His is a gripping story, buttressed by a photo of page 1 of that day’s Honolulu Star-Bulletin “extra” edition “WAR! OAHU BOMBED BY JAPANESE PLANES” and the news of President Roosevelt’s announcement of the attack. The next day FDR (a former undersecretary of the Navy) said, “No matter how long it may take us to overcome this premeditated invasion the American people in their righteous might will win through to victory. … With confidence in our armed forces, with the unbounding determination of our people, we will gain the inevitable triumph — so help us God.” 

Harry Chandler again: “When you stop to think about it, every family was involved [in World War II ], some war or another. They either had children in the war or were working in a factory. Or they were selling war bonds. Everybody was doing something to help our country and each other.”

The newspaper’s feature by executive editor Cynthia Simison, is headed “Date still lives on in  infamy, vet yearns for united America.” (As of today no reference to it appears online.)

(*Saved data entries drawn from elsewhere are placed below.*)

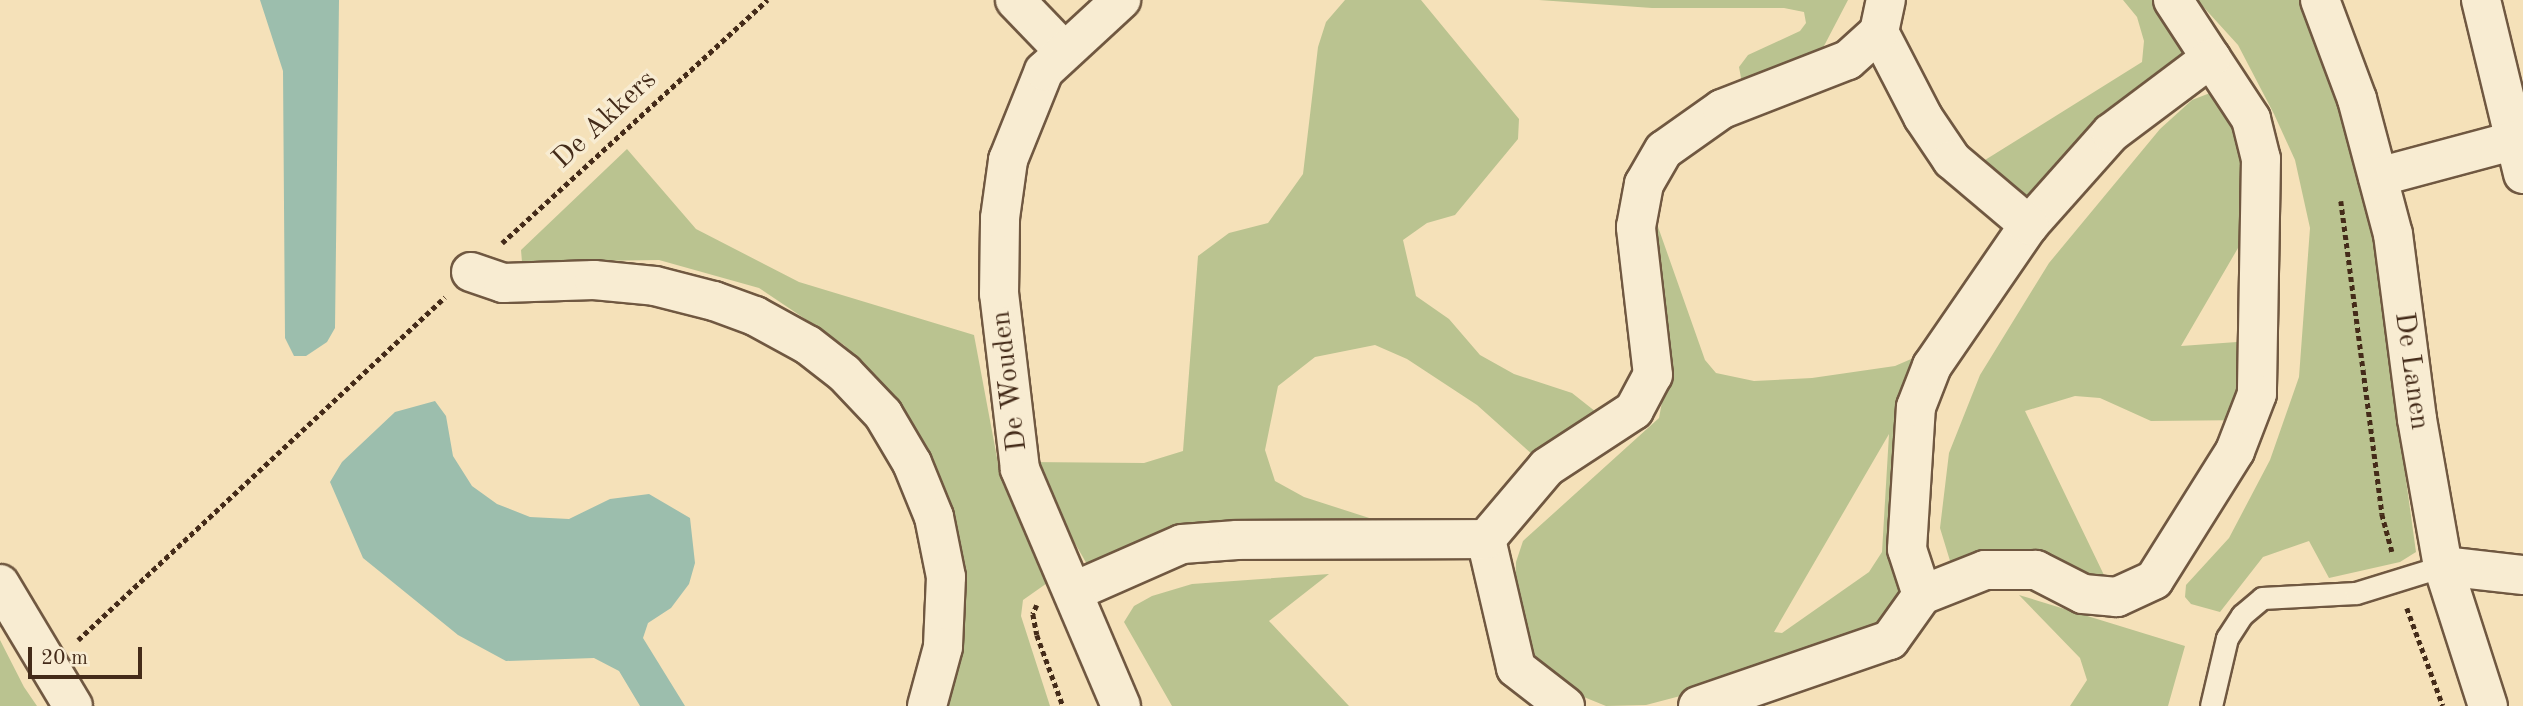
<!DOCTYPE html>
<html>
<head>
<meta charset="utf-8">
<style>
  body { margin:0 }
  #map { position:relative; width:2523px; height:706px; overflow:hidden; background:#f5e1b9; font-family:"Old Standard TT",serif }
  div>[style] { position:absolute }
  .green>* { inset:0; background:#bac390 }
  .water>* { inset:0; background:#9cbead }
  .path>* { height:4.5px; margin-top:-2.25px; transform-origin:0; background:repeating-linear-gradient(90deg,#442b19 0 5px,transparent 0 8.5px) }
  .roads { filter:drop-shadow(2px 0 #705841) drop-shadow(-2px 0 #705841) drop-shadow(0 2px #705841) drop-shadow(0 -2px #705841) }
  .service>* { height:21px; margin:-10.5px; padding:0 10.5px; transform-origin:10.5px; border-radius:10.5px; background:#f8ecd2 }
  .minor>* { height:38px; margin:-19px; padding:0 19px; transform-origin:19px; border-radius:19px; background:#f8ecd2 }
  span { translate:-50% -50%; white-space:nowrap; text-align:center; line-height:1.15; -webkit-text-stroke:7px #f8ecd2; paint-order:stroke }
  .street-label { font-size:28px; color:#442b19 }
  .scale { position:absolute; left:28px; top:647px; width:114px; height:32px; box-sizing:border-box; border:4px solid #442b19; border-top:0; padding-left:9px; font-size:21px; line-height:24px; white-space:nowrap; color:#442b19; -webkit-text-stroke:5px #f8ecd2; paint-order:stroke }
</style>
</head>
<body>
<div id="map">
  <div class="green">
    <div style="clip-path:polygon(1345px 0,1421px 0,1519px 119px,1518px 139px,1455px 215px,1427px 223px,1403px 240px,1416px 296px,1449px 319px,1480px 355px,1514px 374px,1572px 393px,1610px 423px,1553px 473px,1477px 405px,1407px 359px,1375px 345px,1315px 357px,1278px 386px,1265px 450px,1275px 481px,1304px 497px,1391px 525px,1195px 558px,1099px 585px,1028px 462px,1144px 463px,1183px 451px,1198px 256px,1229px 233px,1268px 223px,1303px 174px,1318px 47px,1326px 22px)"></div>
    <div style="clip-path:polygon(1539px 0,1848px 0,1813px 67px,1746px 105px,1739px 67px,1748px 55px,1800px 31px,1806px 23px,1804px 12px,1784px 8px,1652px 8px)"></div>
    <div style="clip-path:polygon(2123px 0,2156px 0,2187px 39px,2185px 65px,2035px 207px,1977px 165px,2142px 62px,2144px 41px,2137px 17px)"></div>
    <div style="clip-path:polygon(2197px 0,2301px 0,2324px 51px,2366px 191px,2416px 552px,2400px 562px,2329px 578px,2309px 541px,2263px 557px,2220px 612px,2191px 604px,2185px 597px,2186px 585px,2229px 538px,2270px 460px,2299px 377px,2310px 228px,2295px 160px,2274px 114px,2238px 45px)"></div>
    <div style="clip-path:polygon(2210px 93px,2229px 98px,2270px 193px,2181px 346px,2265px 340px,2251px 420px,2151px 421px,2100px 398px,2075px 396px,2025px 411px,2116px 600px,1954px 574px,1940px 528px,1949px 453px,1980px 375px,2049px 263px,2160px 129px,2192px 100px)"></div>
    <div style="clip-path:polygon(627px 149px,696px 229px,799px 282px,974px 335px,998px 463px,1050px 581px,1023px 600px,1021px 616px,1050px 706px,948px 706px,957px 665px,887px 391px,844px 345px,759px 288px,659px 260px,522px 262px,521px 250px)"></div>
    <div style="clip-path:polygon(evenodd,1657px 224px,1705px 360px,1716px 373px,1754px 381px,1812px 378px,1895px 366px,1955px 340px,1920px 426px,1908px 582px,1895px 621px,1707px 689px,1646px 705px,1606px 706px,1569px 691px,1523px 648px,1515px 599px,1516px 562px,1523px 541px,1659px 418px,1665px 386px,1657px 224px,1889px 434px,1882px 552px,1869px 572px,1782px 633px,1774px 632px,1889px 434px)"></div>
    <div style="clip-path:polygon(1329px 574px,1269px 621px,1349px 706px,1172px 706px,1124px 622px,1134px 606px,1152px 596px,1192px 584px)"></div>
    <div style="clip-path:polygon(2019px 595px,2185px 646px,2168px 706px,2070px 706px,2087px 680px,2080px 658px)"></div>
    <div style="clip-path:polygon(0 640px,24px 687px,37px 706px,0 706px)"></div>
  </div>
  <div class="water">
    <div style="clip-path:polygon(260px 0,339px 0,335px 328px,327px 342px,306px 356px,294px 356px,285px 338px,283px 71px)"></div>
    <div style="clip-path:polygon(435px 401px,446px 416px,453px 456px,472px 486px,497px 504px,530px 517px,569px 519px,610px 499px,649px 494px,690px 518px,695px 563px,689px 584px,671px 608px,648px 623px,643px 638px,685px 706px,640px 706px,619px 671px,594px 658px,506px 661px,458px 635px,363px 558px,330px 482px,342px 462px,395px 412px)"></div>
  </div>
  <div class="path">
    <div style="left:2341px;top:201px;width:316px;rotate:82.5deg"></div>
    <div style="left:2382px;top:514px;width:39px;rotate:75deg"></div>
    <div style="left:502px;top:243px;width:360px;rotate:-42.5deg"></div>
    <div style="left:1037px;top:605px;width:10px;rotate:114deg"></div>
    <div style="left:1033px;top:614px;width:21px;rotate:79deg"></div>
    <div style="left:1037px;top:635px;width:76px;rotate:69.9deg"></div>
    <div style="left:2407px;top:608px;width:104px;rotate:69.8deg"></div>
    <div style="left:78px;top:640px;width:502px;rotate:-43.06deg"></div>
  </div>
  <div class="roads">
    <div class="service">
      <div style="left:2211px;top:706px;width:70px;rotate:-76.8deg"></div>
      <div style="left:2227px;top:638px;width:27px;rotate:-57deg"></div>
      <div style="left:2242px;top:615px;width:26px;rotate:-40deg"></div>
      <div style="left:2262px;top:598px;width:94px;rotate:-3deg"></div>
      <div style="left:2356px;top:593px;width:91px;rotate:-17.2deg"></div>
    </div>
    <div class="minor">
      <div style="left:1015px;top:0;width:71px;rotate:46.1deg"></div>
      <div style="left:2173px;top:0;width:69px;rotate:56.8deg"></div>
      <div style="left:2211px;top:58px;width:73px;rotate:56.7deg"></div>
      <div style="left:2251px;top:119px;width:41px;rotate:76deg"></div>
      <div style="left:2261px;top:159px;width:235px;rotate:91deg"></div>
      <div style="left:2257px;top:394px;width:61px;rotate:111.1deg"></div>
      <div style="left:2235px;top:451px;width:152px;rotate:122.1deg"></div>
      <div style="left:2154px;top:580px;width:41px;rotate:155.3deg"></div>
      <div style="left:2117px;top:597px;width:34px;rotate:-175deg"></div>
      <div style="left:2083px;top:594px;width:53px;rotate:-152.9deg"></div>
      <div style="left:2036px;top:570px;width:51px;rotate:180deg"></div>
      <div style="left:1985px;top:570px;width:68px;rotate:158.4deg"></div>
      <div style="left:1922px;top:595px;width:48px;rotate:-108.1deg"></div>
      <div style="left:1907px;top:549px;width:142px;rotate:-86.4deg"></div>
      <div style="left:1916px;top:407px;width:44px;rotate:-68.7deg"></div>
      <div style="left:1932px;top:366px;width:171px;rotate:-55.5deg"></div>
      <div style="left:2029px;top:225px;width:123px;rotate:-48.3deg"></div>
      <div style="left:2111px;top:133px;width:125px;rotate:-36.9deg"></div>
      <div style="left:2320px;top:0;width:106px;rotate:69.5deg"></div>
      <div style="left:2357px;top:99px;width:140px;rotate:75.1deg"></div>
      <div style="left:2393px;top:234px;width:187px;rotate:82.6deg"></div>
      <div style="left:2417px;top:419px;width:149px;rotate:80deg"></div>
      <div style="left:2443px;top:566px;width:147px;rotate:72.2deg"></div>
      <div style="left:2481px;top:0;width:179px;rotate:76.4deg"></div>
      <div style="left:1879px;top:32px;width:96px;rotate:62.6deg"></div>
      <div style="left:1923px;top:117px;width:52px;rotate:56deg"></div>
      <div style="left:1952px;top:160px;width:101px;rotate:40.2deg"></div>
      <div style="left:2378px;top:177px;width:143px;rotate:-15deg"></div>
      <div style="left:471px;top:272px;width:34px;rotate:19deg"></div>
      <div style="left:503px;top:283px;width:91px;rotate:-1.9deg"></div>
      <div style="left:594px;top:280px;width:61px;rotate:5.6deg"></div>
      <div style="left:655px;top:286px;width:61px;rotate:14.3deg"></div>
      <div style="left:714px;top:301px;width:44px;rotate:20.1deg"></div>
      <div style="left:755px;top:316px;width:60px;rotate:28.7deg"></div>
      <div style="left:808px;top:345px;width:46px;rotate:37.9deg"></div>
      <div style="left:844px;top:373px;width:57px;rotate:46.4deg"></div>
      <div style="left:883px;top:414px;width:57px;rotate:59.4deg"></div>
      <div style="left:912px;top:463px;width:58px;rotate:67.8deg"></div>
      <div style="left:934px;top:517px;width:61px;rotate:78.7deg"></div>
      <div style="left:946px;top:577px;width:70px;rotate:92.5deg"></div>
      <div style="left:943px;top:647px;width:61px;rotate:105.2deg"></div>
      <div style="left:1486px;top:539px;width:132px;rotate:76.9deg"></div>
      <div style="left:1516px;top:668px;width:62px;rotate:37.8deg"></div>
      <div style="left:2443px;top:566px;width:81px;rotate:6.4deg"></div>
      <div style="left:0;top:584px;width:142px;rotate:59.1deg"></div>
      <div style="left:1075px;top:591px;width:117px;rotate:-23.7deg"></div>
      <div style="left:1182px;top:544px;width:55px;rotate:-4.2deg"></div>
      <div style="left:1237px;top:540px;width:249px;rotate:-0.2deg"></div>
      <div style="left:1486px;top:539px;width:94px;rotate:-49.7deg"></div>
      <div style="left:1547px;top:467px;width:104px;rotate:-33.2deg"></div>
      <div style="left:1634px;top:410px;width:40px;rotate:-62deg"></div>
      <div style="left:1653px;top:375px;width:149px;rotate:-96.6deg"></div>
      <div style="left:1636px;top:227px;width:44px;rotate:-79.5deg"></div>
      <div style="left:1644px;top:184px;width:39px;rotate:-60deg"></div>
      <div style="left:1664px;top:150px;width:71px;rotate:-35.3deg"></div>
      <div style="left:1722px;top:109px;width:135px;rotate:-21.3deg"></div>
      <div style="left:1848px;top:60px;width:42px;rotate:-42.1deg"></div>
      <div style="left:1879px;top:32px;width:33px;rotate:-78deg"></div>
      <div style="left:1121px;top:706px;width:258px;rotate:-113.1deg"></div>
      <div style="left:1020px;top:469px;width:176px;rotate:-96.8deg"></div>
      <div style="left:999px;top:294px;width:76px;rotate:-89.2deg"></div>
      <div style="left:1000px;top:218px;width:59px;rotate:-82.1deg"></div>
      <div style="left:1008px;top:160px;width:96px;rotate:-68deg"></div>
      <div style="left:1044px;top:71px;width:105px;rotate:-42.7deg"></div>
      <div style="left:1698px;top:706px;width:203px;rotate:-19deg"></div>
      <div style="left:1890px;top:640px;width:55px;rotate:-54.6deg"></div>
    </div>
  </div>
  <div class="street-label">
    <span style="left:605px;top:120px;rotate:-43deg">De Akkers</span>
    <span style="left:2411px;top:371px;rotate:82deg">De Lanen</span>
    <span style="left:1010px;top:381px;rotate:-97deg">De Wouden</span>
  </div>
  <div class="scale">20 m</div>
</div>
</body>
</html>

“Premeditated.” Roosevelt was describing the Japanese planning for the invasion, but he knew it could also be used for his administration’s efforts to compel the Japanese to attack, efforts so successful that he knew from intelligence intercepts days or weeks before that the air invasion was imminent, knew well enough so that although Navy admirals on site were kept ignorant of this knowledge others saw that some ships were sent out of the harbor to keep them from being destroyed.

It was a case of high-stakes gotcha, and Japan fell for it. China, the Soviet Union, Britain, the Free French (France was occupied by the Germans) and other allies or allies-to-be, wanted the United States in the war. Many Americans didn’t. The “day of infamy” at Pearl Harbor would change that, as Roosevelt calculated it would.

Accounts of this may be found HERE and HERE. Of course the “inside job” characterization of the attacks of Sept. 11, 2001, is based on deep state involvement. The neocons at the Project for the New American Century hoped for a Pearl Harbor-like event that would kick off new wars. There’s a link to this wish HERE. And David Ray Griffin’s books on 9/11, from The New Pearl Harbor (2004) on, allude to it.

To quote Harry Chandler out of context, “Everybody in this country was together. We were all in it.”